In 1954, Louis produced his mature Veil Paintings, which were characterized by overlapping, superimposed layers of transparent color poured onto and stained into sized or unsized canvas. The Veil Paintings consist of waves of brilliant, curving color-shapes submerged in translucent washes through which separate colors emerge principally at the edges. Although subdued, the resulting color is immensely rich. In another series, the artist used long parallel bands and stripes of pure color arranged side by side in rainbow effects. The painting Tet is a good example of his Veil Paintings.
The thinned acrylic paint was allowed to stain the canvas, making the pigment at one with the canvas as opposed to "on top". This conformed to Greenberg's conception of "Modernism" as it made the entire picture plane flat.

Late paintings

Louis destroyed many of his paintings between 1955 and 1957. He resumed work on the Veils in 1958–59. These were followed by Florals and Columns, Alephs, Unfurleds — in which rivulets of more opaque, intense color flow from both sides of large white fields of raw canvas — and finally the Stripe paintings.

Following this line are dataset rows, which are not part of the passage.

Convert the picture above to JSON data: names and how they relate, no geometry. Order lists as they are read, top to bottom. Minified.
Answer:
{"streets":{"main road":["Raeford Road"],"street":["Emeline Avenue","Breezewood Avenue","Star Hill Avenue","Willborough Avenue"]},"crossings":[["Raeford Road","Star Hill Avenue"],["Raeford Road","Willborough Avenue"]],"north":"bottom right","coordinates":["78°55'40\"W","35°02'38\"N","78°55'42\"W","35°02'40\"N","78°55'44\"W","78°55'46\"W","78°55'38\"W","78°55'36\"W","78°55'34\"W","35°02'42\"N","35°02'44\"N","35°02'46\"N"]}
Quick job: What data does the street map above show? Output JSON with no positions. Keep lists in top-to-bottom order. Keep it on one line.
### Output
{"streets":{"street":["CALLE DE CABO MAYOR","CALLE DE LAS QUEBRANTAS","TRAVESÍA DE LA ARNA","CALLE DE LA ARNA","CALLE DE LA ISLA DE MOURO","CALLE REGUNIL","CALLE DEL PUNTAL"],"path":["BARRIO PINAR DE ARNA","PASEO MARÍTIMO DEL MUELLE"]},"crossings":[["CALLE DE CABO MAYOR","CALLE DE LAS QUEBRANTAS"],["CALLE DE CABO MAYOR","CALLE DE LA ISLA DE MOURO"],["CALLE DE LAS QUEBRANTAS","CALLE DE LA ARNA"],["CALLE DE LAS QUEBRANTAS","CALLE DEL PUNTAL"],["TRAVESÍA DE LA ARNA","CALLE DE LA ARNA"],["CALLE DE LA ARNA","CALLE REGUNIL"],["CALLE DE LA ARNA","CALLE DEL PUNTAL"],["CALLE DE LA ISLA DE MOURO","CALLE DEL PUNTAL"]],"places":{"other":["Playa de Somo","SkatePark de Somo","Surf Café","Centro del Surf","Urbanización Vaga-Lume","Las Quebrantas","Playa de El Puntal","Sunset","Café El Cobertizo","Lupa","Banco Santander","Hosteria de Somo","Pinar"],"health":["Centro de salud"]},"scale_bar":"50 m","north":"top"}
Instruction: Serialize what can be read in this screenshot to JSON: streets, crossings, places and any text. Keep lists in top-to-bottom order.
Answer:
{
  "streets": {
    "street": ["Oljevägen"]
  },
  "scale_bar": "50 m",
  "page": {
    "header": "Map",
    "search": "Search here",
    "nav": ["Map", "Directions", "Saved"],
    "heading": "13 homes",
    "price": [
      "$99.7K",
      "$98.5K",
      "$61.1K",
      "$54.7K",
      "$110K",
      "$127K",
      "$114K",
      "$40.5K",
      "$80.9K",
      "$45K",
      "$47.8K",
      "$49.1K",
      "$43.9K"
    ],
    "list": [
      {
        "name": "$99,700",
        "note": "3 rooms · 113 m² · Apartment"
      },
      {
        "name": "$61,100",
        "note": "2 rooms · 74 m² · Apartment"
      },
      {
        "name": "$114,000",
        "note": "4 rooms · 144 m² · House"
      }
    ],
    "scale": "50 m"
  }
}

Between summer 1960 and January/February 1961, he created about 150 Unfurleds, generally on mural-size canvases.

Exhibitions

A memorial exhibition of Louis' work was held at the Solomon R. Guggenheim Museum in 1963. Major Louis exhibitions were also organized by the Museum of Fine Arts, Boston, in 1967 and the National Gallery of Art, Washington, D.C., in 1976. In 1986 there was an important retrospective exhibition of his works at the Museum of Modern Art in New York. During 2007-2008 an important retrospective was held by museums in San Diego, at the Museum of Contemporary Art, in Atlanta at the High Museum, and in Washington, DC. at the Hirshhorn Museum and Sculpture Garden.

Art market

In 2015, a striped canvas by Louis, Number 36, from the collection of Lord Anthony and Lady Evelyn Jacobs sold for £1.5 million at Christie's London.

Personal life

He married Marcella Siegel in 1947.

Death

Morris Louis was diagnosed with lung cancer in 1962 and soon after died at his home in Washington, D.C. on September 7, 1962. The cause of his illness was attributed to prolonged exposure to paint vapours. The Estate of Morris Louis is represented exclusively by Diane Upright, a former professor of fine art at Harvard University.